Admissions stats reveal new shifts

The 3,770 students offered spots in the Class of 2011 are a product of an applicant pool that has changed significantly from those of previous years.

And after accepting 19.7 percent of aspiring Blue Devils, administrators said they are now looking for answers to explain the apparent trends.

Although applications to Trinity College of Arts and Sciences reached an all-time high of 16,132, applications to the Pratt School of Engineering declined from last year-a shift that is currently receiving attention.

"We've looked at the characteristics of the Pratt pool from various perspectives and no obvious pattern appears," Christoph Guttentag, dean of undergraduate admissions, wrote in an e-mail. "At the same time, Pratt has seen a fairly dramatic increase in applicants over the last several years, so this may not be terribly meaningful. We won't really know until next year."

Tod Laursen, senior associate dean for education in Pratt, said the school's applicant pool grew after Pratt expanded two years ago and this year's number of applications is second only to last year's.

"The number of [applications] we're getting still exceeds the number we were getting before we expanded," Laursen said. "What was the anomaly? Was it this year? Was it last year?"

He added that the drop from approximately 3,400 applications to approximately 3,000 seems particularly large due to the small base number of Pratt applicants.

"It seems a little bit absurd to call 3,000 a small number," Laursen said.

He also said administrators anticipated the possibility of a drop in the wake of the lacrosse case.

"The numbers we got were actually not as far off as we initially thought," Laursen said, adding that it was not clear why Pratt was especially affected.

Guttentag said that because of the increased size of the applicant pool over time, this year's drop was unlikely to affect the academic quality of the incoming Pratt freshman class.

"That's been one of the advantages of a pool that's so much larger and stronger than five or six years ago," he said.

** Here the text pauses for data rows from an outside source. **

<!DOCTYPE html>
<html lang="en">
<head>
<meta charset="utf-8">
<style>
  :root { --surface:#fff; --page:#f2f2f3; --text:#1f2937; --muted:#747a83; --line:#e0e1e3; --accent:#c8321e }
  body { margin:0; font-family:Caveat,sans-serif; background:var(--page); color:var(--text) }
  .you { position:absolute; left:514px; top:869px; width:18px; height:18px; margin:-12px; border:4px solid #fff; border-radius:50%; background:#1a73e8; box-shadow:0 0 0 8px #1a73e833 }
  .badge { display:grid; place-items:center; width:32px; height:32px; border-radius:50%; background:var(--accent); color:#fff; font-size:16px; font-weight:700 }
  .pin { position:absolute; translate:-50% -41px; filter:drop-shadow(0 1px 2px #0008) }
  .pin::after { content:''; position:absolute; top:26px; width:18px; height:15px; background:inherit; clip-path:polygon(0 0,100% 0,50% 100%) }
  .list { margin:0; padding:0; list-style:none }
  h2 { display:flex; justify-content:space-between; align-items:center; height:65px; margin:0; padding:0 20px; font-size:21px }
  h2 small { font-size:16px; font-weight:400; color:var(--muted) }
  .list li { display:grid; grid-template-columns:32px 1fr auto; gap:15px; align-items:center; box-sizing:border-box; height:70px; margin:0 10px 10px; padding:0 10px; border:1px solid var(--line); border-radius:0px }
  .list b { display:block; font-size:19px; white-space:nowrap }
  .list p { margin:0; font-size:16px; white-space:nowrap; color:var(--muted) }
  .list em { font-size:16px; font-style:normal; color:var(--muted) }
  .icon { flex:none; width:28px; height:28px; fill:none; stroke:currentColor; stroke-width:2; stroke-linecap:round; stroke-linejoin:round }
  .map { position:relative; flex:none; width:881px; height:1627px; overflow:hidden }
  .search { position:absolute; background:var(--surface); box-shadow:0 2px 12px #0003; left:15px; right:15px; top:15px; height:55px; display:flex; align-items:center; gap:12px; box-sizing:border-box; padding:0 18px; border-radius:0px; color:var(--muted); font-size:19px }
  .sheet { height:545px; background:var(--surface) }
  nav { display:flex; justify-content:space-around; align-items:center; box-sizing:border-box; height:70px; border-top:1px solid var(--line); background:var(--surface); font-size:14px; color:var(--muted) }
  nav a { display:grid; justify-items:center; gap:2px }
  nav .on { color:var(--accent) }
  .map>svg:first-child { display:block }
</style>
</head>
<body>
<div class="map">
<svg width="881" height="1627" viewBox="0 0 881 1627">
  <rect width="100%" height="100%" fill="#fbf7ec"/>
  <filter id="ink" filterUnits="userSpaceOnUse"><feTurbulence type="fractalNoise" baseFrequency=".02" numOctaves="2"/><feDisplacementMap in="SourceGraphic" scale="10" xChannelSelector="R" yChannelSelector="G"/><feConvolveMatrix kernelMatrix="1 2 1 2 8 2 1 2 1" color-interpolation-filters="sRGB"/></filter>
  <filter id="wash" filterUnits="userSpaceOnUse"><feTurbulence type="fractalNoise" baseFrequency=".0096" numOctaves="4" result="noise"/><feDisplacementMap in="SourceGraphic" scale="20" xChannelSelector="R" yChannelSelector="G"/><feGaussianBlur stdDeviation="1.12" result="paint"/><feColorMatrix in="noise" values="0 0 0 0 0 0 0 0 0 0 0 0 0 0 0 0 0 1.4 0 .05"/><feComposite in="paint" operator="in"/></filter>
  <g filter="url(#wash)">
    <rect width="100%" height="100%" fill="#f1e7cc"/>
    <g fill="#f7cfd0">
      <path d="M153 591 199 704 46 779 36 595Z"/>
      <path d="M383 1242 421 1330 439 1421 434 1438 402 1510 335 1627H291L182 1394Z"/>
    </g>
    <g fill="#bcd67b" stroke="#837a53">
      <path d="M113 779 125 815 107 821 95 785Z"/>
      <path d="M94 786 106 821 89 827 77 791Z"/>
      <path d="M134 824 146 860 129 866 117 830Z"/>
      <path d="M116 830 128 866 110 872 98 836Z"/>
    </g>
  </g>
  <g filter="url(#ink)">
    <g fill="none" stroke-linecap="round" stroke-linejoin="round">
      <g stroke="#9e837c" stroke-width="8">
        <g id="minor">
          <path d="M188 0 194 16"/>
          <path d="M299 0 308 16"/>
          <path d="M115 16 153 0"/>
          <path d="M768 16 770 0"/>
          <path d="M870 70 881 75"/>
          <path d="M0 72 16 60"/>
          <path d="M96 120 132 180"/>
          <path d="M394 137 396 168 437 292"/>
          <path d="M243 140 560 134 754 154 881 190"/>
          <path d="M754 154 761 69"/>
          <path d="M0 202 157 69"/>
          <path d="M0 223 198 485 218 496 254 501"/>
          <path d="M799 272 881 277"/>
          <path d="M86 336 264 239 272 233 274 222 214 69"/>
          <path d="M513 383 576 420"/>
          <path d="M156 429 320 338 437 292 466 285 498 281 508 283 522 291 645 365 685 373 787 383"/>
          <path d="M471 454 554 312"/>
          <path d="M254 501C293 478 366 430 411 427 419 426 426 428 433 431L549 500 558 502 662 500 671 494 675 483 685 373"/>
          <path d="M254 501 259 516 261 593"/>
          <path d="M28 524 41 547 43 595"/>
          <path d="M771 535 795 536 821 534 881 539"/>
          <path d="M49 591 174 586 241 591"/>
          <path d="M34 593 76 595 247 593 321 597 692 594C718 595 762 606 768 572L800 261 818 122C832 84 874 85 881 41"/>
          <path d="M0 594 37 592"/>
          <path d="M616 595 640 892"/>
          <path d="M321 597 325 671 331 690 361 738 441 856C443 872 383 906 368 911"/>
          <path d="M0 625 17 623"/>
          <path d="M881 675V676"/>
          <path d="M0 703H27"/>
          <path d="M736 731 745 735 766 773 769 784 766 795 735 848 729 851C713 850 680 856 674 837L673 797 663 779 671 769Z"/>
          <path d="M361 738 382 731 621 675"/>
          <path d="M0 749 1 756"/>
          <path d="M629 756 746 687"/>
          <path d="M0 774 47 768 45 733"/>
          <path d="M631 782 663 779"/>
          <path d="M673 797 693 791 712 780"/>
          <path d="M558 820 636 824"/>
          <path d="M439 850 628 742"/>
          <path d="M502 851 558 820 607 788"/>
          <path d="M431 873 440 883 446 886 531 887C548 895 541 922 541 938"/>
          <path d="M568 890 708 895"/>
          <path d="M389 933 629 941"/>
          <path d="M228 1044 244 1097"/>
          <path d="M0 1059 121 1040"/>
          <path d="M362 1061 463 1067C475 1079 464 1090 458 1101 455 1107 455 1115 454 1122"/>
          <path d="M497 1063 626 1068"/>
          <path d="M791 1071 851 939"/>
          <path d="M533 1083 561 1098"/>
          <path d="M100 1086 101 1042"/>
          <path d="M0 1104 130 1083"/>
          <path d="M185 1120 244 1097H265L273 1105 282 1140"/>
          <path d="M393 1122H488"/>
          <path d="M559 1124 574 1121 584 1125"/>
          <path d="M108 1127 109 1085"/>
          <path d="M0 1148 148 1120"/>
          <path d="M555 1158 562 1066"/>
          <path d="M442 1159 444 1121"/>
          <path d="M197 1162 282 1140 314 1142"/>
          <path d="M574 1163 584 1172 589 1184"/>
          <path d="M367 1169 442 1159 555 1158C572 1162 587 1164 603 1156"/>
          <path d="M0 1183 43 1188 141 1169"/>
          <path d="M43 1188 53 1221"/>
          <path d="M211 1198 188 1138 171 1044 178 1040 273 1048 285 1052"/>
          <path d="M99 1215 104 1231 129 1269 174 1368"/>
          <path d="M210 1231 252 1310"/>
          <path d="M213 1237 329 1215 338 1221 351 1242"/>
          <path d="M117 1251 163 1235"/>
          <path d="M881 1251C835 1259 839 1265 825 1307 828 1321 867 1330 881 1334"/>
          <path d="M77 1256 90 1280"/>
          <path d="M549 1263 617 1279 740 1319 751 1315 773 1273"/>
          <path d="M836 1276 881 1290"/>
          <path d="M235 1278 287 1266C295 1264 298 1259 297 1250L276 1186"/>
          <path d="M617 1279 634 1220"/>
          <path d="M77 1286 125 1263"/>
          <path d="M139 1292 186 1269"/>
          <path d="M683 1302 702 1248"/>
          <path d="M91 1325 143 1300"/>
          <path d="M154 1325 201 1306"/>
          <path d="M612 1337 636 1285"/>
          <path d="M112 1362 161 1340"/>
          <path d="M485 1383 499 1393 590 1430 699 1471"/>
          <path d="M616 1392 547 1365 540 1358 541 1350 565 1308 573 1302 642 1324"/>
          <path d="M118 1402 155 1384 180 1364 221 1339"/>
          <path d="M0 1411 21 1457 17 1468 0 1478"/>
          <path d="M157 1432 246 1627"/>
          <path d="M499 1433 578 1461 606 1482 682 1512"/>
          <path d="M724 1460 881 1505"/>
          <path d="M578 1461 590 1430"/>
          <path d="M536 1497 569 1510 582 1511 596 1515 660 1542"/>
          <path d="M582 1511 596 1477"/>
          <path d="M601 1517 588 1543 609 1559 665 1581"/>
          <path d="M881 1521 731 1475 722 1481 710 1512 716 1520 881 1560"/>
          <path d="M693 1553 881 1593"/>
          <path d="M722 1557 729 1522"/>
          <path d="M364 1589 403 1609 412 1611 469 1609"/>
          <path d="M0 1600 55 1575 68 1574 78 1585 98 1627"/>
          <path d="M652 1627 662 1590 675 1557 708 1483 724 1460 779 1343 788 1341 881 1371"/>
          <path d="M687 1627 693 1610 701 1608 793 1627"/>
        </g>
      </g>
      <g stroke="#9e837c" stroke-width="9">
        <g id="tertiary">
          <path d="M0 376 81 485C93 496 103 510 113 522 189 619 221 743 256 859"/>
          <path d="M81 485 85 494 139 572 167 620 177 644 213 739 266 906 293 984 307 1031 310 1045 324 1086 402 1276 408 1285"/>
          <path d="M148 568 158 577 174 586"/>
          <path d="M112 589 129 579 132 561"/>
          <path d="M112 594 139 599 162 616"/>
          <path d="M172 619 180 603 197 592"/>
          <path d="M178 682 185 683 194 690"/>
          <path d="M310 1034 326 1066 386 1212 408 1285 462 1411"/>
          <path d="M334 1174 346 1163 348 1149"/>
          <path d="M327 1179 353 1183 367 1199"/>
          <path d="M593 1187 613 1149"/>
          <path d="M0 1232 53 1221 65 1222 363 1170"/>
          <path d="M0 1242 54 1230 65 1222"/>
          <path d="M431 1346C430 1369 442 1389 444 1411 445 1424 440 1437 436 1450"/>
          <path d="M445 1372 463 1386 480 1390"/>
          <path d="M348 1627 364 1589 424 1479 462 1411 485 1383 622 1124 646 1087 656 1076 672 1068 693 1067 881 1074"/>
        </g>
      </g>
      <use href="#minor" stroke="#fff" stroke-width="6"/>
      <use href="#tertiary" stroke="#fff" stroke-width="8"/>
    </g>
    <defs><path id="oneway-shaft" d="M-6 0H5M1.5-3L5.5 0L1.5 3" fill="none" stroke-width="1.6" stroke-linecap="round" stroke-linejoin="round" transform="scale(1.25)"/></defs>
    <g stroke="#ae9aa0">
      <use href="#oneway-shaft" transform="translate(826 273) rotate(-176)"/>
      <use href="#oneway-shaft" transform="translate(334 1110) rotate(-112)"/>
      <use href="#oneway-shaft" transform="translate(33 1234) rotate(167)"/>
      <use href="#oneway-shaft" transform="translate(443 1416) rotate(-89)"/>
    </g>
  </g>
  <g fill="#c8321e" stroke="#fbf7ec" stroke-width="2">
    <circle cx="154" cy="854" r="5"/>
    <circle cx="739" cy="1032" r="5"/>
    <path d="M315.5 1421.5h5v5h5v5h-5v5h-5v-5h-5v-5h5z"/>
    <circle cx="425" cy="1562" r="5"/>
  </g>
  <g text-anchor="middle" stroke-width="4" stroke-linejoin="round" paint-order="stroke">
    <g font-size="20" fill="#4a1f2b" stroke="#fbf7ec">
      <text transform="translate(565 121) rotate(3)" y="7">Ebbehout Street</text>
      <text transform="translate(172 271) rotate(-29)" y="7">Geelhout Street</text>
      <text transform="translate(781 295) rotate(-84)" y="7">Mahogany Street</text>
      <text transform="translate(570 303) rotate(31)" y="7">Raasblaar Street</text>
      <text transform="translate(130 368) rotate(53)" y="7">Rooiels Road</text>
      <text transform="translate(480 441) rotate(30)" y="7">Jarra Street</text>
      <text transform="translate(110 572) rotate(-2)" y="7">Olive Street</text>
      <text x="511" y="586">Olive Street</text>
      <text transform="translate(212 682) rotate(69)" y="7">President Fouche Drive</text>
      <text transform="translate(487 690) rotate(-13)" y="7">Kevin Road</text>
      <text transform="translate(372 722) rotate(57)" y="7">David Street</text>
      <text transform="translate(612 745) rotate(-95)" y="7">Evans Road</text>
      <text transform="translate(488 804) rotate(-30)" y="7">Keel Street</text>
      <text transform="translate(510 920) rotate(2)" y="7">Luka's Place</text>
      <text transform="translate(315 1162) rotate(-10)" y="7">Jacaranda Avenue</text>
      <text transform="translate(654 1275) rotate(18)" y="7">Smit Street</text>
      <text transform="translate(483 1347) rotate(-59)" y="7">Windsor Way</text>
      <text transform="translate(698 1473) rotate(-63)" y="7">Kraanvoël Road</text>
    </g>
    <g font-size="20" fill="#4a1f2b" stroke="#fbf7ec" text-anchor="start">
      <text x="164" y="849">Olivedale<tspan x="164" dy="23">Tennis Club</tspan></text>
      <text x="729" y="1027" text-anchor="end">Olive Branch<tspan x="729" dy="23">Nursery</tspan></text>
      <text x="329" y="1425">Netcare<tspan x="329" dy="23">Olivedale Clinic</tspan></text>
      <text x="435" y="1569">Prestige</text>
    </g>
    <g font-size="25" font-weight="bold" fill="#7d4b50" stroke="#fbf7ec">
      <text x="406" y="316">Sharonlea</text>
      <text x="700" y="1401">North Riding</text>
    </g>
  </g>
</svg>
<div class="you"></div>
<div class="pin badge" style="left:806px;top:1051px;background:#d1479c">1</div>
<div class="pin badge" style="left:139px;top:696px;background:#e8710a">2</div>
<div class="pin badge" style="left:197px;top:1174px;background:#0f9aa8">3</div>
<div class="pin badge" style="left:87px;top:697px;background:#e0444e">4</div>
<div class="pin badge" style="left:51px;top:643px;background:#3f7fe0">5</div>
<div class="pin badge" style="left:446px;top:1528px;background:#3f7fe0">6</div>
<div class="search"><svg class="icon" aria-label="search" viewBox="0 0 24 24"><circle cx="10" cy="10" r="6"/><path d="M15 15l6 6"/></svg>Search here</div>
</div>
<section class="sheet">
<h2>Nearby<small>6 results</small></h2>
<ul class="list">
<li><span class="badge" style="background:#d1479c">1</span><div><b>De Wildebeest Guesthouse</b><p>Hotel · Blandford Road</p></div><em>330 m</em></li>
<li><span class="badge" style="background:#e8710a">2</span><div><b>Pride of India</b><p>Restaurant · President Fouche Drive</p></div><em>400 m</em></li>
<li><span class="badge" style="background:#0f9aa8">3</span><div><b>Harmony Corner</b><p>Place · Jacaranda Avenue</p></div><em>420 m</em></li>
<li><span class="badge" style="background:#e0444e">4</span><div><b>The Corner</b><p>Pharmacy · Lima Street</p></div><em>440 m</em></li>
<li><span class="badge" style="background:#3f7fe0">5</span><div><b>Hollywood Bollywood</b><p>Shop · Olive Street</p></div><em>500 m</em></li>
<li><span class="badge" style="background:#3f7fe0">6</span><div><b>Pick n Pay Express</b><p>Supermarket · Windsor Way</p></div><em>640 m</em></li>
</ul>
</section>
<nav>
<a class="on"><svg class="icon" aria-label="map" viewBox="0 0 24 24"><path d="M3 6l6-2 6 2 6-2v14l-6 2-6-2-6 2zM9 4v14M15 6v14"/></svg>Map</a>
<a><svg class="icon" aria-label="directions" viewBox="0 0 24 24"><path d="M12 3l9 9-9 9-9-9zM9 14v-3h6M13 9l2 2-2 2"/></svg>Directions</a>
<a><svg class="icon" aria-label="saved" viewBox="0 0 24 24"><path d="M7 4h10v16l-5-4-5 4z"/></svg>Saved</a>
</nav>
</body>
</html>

Laursen added that an independent committee within Pratt worked with the Office of Undergraduate Admissions to review the applications and was pleased with what they saw. "I'm confident we're going to get a good class," Laursen said.

Despite the discrepancy between Trinity and Pratt applications, Guttentag said the admissions office will seek to maintain a 4-to-1 ratio of Trinity to Pratt students, even if that affects which students are selected from the waiting list.

Although applications to Pratt declined, this year's applicant pool also hit a number of record highs.

Minority applications were the highest in history with 2,190, 1,303 and 5,173 from black, Hispanic and Asian and Asian-American students, respectively.

In addition, a record-high 2,292 international students sought admission, marking an increase of 13 percent from the previous year.

Guttentag said the increases did not reflect any particular recruitment strategies, but Provost Peter Lange said the change resulted from the gradual realization of a long-term goal.

"Those have been areas of focus in recruitment for a number of years and every year you do it you get a little more increment from it," Lange said.

Applications from North Carolina and South Carolina residents and from children of alumni also hit record highs, but Lange said these increases were not attributable to a particular cause or recruitment strategy.

"We don't really always understand the trends from year to year," Lange said. "Our efforts have been pretty steady there.... Some years you get more, some years you get less."

Guttentag emphasized that the patterns applied to applicants, not admitted students-a group he said he anticipates to be smaller than last year due to a higher expected yield.

Last year's initial acceptance rate was approximately 19 percent, but it rose to approximately 21.2 percent in the aftermath of the lacrosse case.

"We're obviously very pleased with the size and the quality of the applicant pool and now it all turns on yield," Lange said.